Continue reading for more details or check out the accompanying presentation I gave at the Scala Toronto (type p
in presentation to see notes).
The Spark driver application itself is a relatively short StackAnalysis.scala file in the respository.
I've bundled a 100k line sample of the StackOverflow.com posts data in this repository. To use the full StackOverflow.com dataset you must download the BitTorrent from the Internet Archive.
More information about the Stack Exchange data dump.
To run the local example download the Spark binaries and set the SPARK_HOME
variable in the bin\run-stackanalysis-local.sh
script. Package the app (sbt package
) and then run the script.
Or, to run the example with Spark's provided spark-submit
shell script. Set or replace $SPARK_HOME
with where you unpacked your Spark binaries.

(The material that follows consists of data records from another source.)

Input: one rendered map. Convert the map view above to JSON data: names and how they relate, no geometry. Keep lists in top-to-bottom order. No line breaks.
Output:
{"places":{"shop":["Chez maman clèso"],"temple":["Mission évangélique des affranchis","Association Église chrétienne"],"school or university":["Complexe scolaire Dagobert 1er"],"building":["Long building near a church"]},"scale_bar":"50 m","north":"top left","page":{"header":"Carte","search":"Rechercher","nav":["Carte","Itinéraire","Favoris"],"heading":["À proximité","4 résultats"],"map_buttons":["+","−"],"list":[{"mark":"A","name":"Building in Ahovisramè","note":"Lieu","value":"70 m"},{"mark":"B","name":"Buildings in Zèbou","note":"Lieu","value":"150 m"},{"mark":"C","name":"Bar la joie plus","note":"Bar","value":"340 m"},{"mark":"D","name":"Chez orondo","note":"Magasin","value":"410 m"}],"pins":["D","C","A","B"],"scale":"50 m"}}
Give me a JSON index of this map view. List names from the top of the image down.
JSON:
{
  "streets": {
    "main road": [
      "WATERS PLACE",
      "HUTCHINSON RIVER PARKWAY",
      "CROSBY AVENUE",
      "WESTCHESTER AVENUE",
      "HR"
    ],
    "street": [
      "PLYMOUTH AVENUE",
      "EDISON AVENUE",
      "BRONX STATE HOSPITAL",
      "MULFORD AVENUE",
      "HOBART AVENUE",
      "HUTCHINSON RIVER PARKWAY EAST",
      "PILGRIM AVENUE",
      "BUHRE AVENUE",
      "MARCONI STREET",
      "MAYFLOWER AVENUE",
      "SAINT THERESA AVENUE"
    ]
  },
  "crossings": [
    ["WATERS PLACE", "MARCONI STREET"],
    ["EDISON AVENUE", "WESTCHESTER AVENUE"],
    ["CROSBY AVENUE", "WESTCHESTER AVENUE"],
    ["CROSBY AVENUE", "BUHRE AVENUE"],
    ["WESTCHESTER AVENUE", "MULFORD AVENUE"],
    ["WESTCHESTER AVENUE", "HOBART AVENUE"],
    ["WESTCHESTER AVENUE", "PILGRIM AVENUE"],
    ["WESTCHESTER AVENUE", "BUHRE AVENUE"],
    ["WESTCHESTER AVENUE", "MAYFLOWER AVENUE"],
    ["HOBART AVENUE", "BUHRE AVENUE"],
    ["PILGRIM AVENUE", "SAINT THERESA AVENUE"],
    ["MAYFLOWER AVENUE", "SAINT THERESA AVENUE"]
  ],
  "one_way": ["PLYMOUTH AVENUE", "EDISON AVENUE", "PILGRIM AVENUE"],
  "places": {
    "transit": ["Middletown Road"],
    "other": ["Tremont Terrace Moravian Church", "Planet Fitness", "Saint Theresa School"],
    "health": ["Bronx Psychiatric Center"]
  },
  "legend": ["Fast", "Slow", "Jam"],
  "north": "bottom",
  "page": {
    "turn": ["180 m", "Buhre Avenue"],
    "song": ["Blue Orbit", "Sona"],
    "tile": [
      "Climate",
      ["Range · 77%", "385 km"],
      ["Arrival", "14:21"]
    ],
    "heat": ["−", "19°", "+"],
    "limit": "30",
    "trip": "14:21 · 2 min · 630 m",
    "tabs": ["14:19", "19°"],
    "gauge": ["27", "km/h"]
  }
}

git clone https://github.com/seglo/learning-spark.git
cd learning-spark
LS_HOME=$(pwd)
sbt package
# run locally on all cores
$SPARK_HOME/bin/spark-submit --class "StackAnalysis" --master local[*] $LS_HOME/target/scala-2.10/learning-spark_2.10-0.1.0.jar \
--input-file file://$LS_HOME/data/stackexchange/stackoverflow.com-Posts/Posts100k.xml \
--output-directory file://$LS_HOME/data/output
Output is persisted to the local file system at data/output/
You can run Spark applications on a cluster using several different technologies. Consult Spark's documentation for more details.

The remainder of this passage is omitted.